Alice için hayat oldukça sıkıcıydı: liseye gidiyor, en iyi kankası Sam ile Gossip Girl izliyor ve bir lokantada yarı zamanlı çalışıyordu. İşteyken çöpü çıkardığında bir kurt tarafından ısırıldığı felekten bir geceye kadar hiç heyecan dolu bir şey başına gelmemişti. Garip bir şekilde, ertesi sabah uyandığında, ısırık çoktan iyileşmişti ve kendisini her zamankinden daha iyi hissediyordu. Sorun şu ki, kendisindeki gelişmeleri fark eden tek kişi o değildi… Kötü çocuk Ryder ve ekibi aniden onunla çok ilgilenmeye başlamışlardı fakat insan sormadan edemiyordu, neden?
Yaş Sınırlaması: 16+
Omega’nın Peşinde by Jessica Edwards is now available to read on the Galatea app! Read the first two chapters below, or download Galatea for the full experience.

Uygulama, patlayıcı yeni romanlar için en sıcak uygulama olduğu için BBC, Forbes ve The Guardian’dan takdir aldı.

Kitabın tamamını Galatea uygulamasında okuyun!
1
Alice için hayat oldukça sıkıcıydı: liseye gidiyor, en iyi kankası Sam ile Gossip Girl izliyor ve bir lokantada yarı zamanlı çalışıyordu. İşteyken çöpü çıkardığında bir kurt tarafından ısırıldığı felekten bir geceye kadar hiç heyecan dolu bir şey başına gelmemişti. Garip bir şekilde, ertesi sabah uyandığında, ısırık çoktan iyileşmişti ve kendisini her zamankinden daha iyi hissediyordu. Sorun şu ki, kendisindeki gelişmeleri fark eden tek kişi o değildi… Kötü çocuk Ryder ve ekibi aniden onunla çok ilgilenmeye başlamışlardı fakat insan sormadan edemiyordu, neden?
Yaş Sınırlaması: 16+
Orijinal Yazar: Jessica Edwards
Bu gece o kadar da kötü değildi. Yani, iyi ve kötü günleriniz vardır, değil mi?
Pazar günleri genelde burası sessizdir ama o kadar da kötü değil, gerçekten.
Sürekli gelen müşteriler bahşişlerinde nazik ve cömerttir ki patronum Robbie bile o kadar da kötü değildi.
Tabii ki biraz tembeldi ve biraz fazla arkama bakıyordu ama her zaman zamanında ödeme yapardı ve kalan yiyecekleri eve götürmeme izin verirdi.
Duvarda asılı duran eski, yuvarlak saate bakıp keyifsiz bir şekilde iç çektim.
Sadece yarım saat kaldı.
Gecenin son müşterisine bakıyordum, sessizce artık yemeğini bitirmesi için dua ettim. Kahve dolu cam sürahiyi aldım ve müşteri ile samimi bağ kurmak için yüzüme sahte bir gülümseme maskesi geçirdim.

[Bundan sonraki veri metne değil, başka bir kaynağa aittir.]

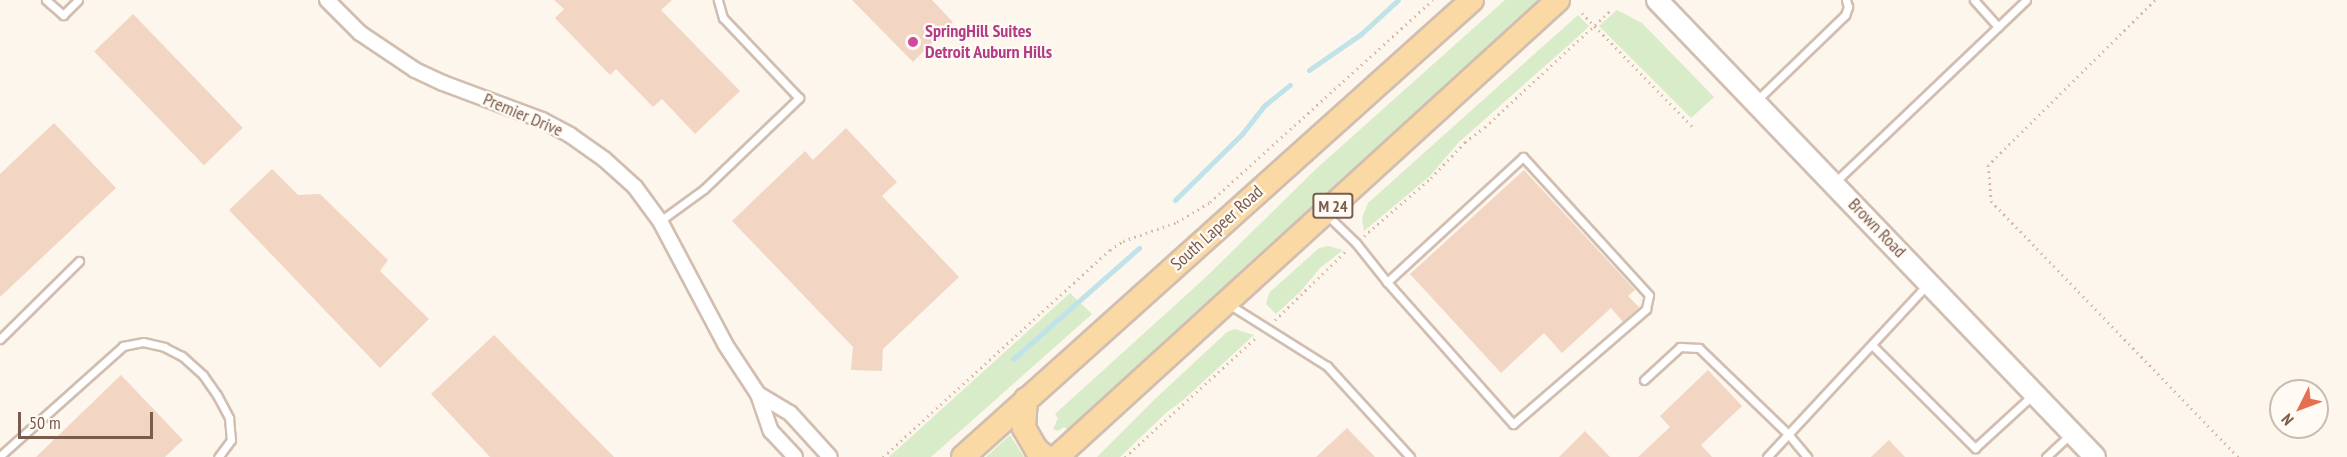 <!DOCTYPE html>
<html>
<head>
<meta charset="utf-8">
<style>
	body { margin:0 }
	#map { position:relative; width:2347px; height:457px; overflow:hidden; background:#fdf6ec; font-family:"PT Sans Narrow",sans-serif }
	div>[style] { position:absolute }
	.green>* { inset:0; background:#d8ecc9 }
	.stream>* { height:5px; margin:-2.5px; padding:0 2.5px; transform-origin:2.5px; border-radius:2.5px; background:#bfe3e8 }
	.building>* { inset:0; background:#f3d5c3; transform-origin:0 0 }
	.path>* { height:3px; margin-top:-1.5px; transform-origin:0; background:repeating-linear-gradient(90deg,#d9b8a5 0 1.5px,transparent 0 6px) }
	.roads { filter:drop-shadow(2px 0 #d1beb0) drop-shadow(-2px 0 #d1beb0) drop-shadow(0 2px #d1beb0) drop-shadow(0 -2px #d1beb0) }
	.lane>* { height:7px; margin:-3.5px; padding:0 3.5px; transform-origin:3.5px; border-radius:3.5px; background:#fff }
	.street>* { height:14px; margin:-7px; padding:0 7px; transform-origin:7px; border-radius:7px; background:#fff }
	.secondary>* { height:20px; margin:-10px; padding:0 10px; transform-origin:10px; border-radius:10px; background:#fff }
	.primary>* { height:22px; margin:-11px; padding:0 11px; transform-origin:11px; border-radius:11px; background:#fbd9a5 }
	.dots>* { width:16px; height:16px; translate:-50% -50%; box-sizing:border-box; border:3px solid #fffaf3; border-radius:50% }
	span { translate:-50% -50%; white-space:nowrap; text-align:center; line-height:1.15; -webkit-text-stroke:4.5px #fffaf3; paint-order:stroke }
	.shield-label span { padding:2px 4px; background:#fffaf3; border:2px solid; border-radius:4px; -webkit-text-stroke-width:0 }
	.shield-label { font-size:16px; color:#7a5c4d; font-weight:700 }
	.hotel-label { font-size:18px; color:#b23c85; font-weight:700 }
	.left { translate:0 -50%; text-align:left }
	.street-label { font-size:18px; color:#7a5c4d }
	.north { position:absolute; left:2269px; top:379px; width:60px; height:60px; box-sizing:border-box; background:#fffaf3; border:2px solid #cabbb1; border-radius:50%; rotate:228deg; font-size:16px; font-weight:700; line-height:24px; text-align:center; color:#7a5c4d }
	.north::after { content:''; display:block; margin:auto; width:21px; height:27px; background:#e76f51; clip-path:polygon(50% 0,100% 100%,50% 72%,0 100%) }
	.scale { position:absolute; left:18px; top:412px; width:135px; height:27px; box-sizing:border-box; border:3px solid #7a5c4d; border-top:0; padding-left:8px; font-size:18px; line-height:21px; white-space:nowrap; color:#7a5c4d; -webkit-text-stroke:4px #fffaf3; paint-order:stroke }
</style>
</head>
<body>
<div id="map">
	<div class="green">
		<i style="clip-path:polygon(1505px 0,1539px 0,1068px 430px,1064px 427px,1058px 431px,1053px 429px,1058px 418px,1055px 414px,1206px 277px,1317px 168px)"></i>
		<i style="clip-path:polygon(1617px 10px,1642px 23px,1714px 97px,1691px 118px,1599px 26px)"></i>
		<i style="clip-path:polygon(1578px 15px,1589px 26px,1581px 34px,1458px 143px,1430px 176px,1364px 231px,1362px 218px,1368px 203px)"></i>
		<i style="clip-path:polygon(1328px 246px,1343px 250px,1320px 268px,1301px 291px,1276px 314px,1266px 304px,1269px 293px,1319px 248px)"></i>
		<i style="clip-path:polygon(1070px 293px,1092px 314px,931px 457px,889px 457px)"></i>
		<i style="clip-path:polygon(1235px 329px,1254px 335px,1182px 401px,1167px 412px,1120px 457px,1097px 457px,1154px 400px,1227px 332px)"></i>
		<i style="clip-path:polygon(1010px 435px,1024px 457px,986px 457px)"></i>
	</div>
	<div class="stream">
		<i style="left:1309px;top:70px;width:63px;rotate:-34.7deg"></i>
		<i style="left:1361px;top:34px;width:50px;rotate:-42.6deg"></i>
		<i style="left:1175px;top:200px;width:94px;rotate:-44.6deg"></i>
		<i style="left:1242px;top:134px;width:37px;rotate:-52deg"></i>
		<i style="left:1265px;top:105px;width:32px;rotate:-39deg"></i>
		<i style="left:1013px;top:359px;width:168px;rotate:-41.4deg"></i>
	</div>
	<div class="building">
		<i style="clip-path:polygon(554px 0,672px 0,661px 10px,740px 91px,695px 134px,662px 99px,653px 107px,616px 69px,610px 75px,555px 18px,564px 9px)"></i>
		<i style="clip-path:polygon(852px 0,932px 0,953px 22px,913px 62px)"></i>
		<i style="left:133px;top:14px;width:158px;height:54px;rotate:46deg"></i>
		<i style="clip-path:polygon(54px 123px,116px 188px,0 297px,0 174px)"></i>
		<i style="clip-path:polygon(846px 128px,897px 182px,882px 196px,959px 277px,883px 349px,882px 371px,851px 370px,853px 347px,732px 221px,805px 151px,813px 160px)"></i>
		<i style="clip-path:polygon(272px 169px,298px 195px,320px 194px,388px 260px,380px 271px,429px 319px,380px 368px,229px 210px)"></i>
		<i style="clip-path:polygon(1524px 170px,1635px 290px,1628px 296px,1639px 307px,1623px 322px,1611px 308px,1562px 353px,1544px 333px,1501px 373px,1410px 274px)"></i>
		<i style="clip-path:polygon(494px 335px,614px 457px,490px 457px,431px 394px)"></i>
		<i style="clip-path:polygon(1708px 370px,1742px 406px,1701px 445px,1712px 457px,1638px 457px,1670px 427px,1660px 416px)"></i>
		<i style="clip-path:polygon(121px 375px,183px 440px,165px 457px,36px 457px)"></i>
		<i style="clip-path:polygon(1347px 428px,1375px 457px,1316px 457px)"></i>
		<i style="clip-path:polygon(1585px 431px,1610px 457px,1559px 457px)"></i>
		<i style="clip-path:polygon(1889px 440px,1905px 457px,1871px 457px)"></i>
	</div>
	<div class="path">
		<i style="left:2155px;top:0;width:235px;rotate:135.3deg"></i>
		<i style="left:1988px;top:165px;width:36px;rotate:85deg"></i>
		<i style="left:1991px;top:201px;width:356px;rotate:46deg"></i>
		<i style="left:1582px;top:13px;width:159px;rotate:45.8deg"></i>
		<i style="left:1364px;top:236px;width:89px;rotate:-40.9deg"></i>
		<i style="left:1431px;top:178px;width:50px;rotate:-46.6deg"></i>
		<i style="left:1465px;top:142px;width:25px;rotate:-37deg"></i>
		<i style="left:1485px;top:127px;width:173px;rotate:-42.9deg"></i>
		<i style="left:1275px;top:320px;width:100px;rotate:-44.2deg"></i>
		<i style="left:883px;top:457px;width:307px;rotate:-42.4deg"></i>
		<i style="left:1110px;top:250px;width:16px;rotate:-35deg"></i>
		<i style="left:1123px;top:241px;width:57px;rotate:-19.4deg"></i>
		<i style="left:1177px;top:222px;width:39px;rotate:-31deg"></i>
		<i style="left:1210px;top:202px;width:301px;rotate:-42.2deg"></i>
		<i style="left:1125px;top:457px;width:178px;rotate:-42.3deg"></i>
	</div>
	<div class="roads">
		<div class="lane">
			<i style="left:46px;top:0;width:23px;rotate:41deg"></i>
			<i style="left:63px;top:15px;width:21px;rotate:-45deg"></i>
			<i style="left:1974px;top:0;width:36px;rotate:48deg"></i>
			<i style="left:1756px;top:101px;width:124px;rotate:-44deg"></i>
			<i style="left:1845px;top:15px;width:9px;rotate:-69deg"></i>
			<i style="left:1848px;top:7px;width:7px;rotate:-106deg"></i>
			<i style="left:1834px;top:183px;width:265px;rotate:-43.6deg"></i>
			<i style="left:1327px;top:215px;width:40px;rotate:44deg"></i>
			<i style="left:1356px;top:243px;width:50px;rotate:51.5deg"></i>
			<i style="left:1387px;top:282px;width:190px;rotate:48.4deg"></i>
			<i style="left:1513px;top:424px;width:176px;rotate:-40.8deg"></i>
			<i style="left:1646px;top:309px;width:14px;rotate:-78deg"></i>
			<i style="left:1649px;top:295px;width:187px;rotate:-132.4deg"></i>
			<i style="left:1523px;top:157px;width:185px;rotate:137.4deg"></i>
			<i style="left:660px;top:221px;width:54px;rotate:-36deg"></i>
			<i style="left:704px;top:189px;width:132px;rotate:-43.8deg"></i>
			<i style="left:799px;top:98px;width:110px;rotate:-133.5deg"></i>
			<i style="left:723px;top:18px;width:19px;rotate:-106deg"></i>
			<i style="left:1230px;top:305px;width:115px;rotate:32.2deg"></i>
			<i style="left:1327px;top:366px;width:123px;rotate:47.6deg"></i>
			<i style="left:0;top:339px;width:111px;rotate:-44.6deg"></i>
			<i style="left:1872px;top:345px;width:146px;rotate:45deg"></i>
			<i style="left:1975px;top:448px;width:80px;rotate:-42.5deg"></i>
			<i style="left:1644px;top:380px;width:49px;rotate:-42.5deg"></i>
			<i style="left:1680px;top:347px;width:19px;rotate:3deg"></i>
			<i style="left:1699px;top:348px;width:124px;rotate:44deg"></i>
			<i style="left:1788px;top:434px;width:30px;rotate:50deg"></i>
			<i style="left:0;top:456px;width:165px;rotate:-41.8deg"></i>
			<i style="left:123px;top:346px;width:20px;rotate:-11deg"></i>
			<i style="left:143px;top:342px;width:22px;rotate:13deg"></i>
			<i style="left:164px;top:347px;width:20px;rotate:27deg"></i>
			<i style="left:182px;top:356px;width:28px;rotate:42deg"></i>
			<i style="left:203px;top:375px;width:24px;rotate:55deg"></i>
			<i style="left:217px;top:395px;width:26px;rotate:62deg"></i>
			<i style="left:229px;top:418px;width:22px;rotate:85deg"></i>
			<i style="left:231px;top:440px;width:21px;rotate:127deg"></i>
			<i style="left:1767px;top:457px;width:235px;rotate:-47.1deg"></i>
			<i style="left:2046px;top:457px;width:33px;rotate:-43deg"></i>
		</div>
		<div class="street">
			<i style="left:327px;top:0;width:47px;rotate:45deg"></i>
			<i style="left:360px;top:33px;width:66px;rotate:33.9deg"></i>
			<i style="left:415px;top:70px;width:31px;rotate:25deg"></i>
			<i style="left:443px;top:83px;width:106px;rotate:20.5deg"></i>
			<i style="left:542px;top:120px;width:32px;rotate:28deg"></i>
			<i style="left:570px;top:135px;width:42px;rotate:35.2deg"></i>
			<i style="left:604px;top:159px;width:42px;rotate:42.1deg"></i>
			<i style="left:635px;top:187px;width:42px;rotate:53.7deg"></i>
			<i style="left:660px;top:221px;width:139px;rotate:62.1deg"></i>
			<i style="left:725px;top:344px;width:60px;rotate:56.6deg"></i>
			<i style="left:758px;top:394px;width:39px;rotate:71deg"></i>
			<i style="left:771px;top:431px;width:35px;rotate:47deg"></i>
			<i style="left:758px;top:394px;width:37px;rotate:31deg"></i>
			<i style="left:790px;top:413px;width:59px;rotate:47.7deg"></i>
		</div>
		<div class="secondary">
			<i style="left:1657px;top:0;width:633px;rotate:46.22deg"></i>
		</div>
		<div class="primary">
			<i style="left:1026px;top:399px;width:29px;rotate:94deg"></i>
			<i style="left:1024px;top:428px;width:24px;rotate:60deg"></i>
			<i style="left:1036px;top:449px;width:13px;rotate:39deg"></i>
			<i style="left:963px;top:457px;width:684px;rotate:-41.92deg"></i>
			<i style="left:1057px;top:457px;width:678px;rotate:-42.37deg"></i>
		</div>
	</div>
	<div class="dots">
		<i style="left:913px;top:42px;background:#d1479c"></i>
	</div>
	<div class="shield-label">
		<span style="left:1333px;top:206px">M 24</span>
	</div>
	<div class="hotel-label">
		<span class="left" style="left:925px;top:42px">SpringHill Suites<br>Detroit Auburn Hills</span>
	</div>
	<div class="street-label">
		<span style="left:523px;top:115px;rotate:23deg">Premier Drive</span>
		<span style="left:1217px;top:228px;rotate:-42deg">South Lapeer Road</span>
		<span style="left:1877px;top:228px;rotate:46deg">Brown Road</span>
	</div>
	<div class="north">N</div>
	<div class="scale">50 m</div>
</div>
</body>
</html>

Hayır diyeceğini umarak gözlerimle yalvarırcasına “Biraz daha kahve, efendim?” diye sordum.
“Hayır teşekkür ederim, canım,” dedi masadan kalkarken.
Paltosunu giyip şemsiyesini almasına yardım ettim. Bana 10 poundluk bir banknot verdi ve tek kelime etmeden kapıdan çıktı.
Parayı kasaya koydum ve lokantadaki ışıkları kapattım.
Daha sonra, mutfağın olduğu lokantanın arka kısmına doğru yöneldim ve sadece Terry ve benim kaldığımızı fark ettim.
Ofis duvarında asılı olan programa yüzünde dehşeti andıran bir ifadeyle bakıyordu.
Terry çalıştığı tarihlere bakarken duyulabilecek şekilde iç çekti. Otuz yıldan fazladır lokantada çalışıyordu ve bir kez bile günlük bir izin koparamamıştı.
Saçları grileşmeye başlamıştı ama tatma zevkine erişebildiğim en lezzetli yemekleri pişirebiliyordu.
“Hey Terry, son müşteri az önce gitti. Lokantayı senin için kapatmamı ister misin?”
Terry gözleri programdan ayrılmadan bana el salladı ve “Ön tarafı kilitleyeceğim ama gitmeden önce bana bir iyilik yapar mısın canım?” dedi. Cevap dahi veremeden altı torba dolusu çöpü bir araya getirip ayağımın ucuna bırakıverdi.
“Bunları çöpe götürmemi ister misin?” diye sordum. Ellerimde üçer torbayı da toplayıp Terry'e baktım.
“Zahmet olmazsa. Gerçekten çok memnun olurum,” dedi.
Ceketini kaptığı gibi hoşça kal dercesine el salladı ve gitti.
Sallanan kapıya bakıyordum, ne olduğunu anlayamamıştım, kafamı sallamıştım öylece.
Çantalar hala ellerimdeyken arkadan çıkıp çöplüğe doğru yürüdüm. Yağmur yağdığını görünce dudak bükmedim değil.
Harika, çok güzel. Teşekkürler Terry. Çok teşekkürler.
Arkamdaki zifiri karanlıktan dümdüz, keskin bir hırıltı duyduğumda çöp konteynırının kapağını açmış elimdeki iki torbayı atmaya hazırlanıyordum.
Kanım donmuştu, acaba bana oyun oynayan sadece hayal gücüm mü diye merak ediyordum.
Dehşete kapılmış bir şekilde, torbaları yakınımda tutuyordum ve arkamı döndüm. Çöp torbalarını kılıç gibi saldırmaya hazır bir şekilde elimde tutuyordum hala.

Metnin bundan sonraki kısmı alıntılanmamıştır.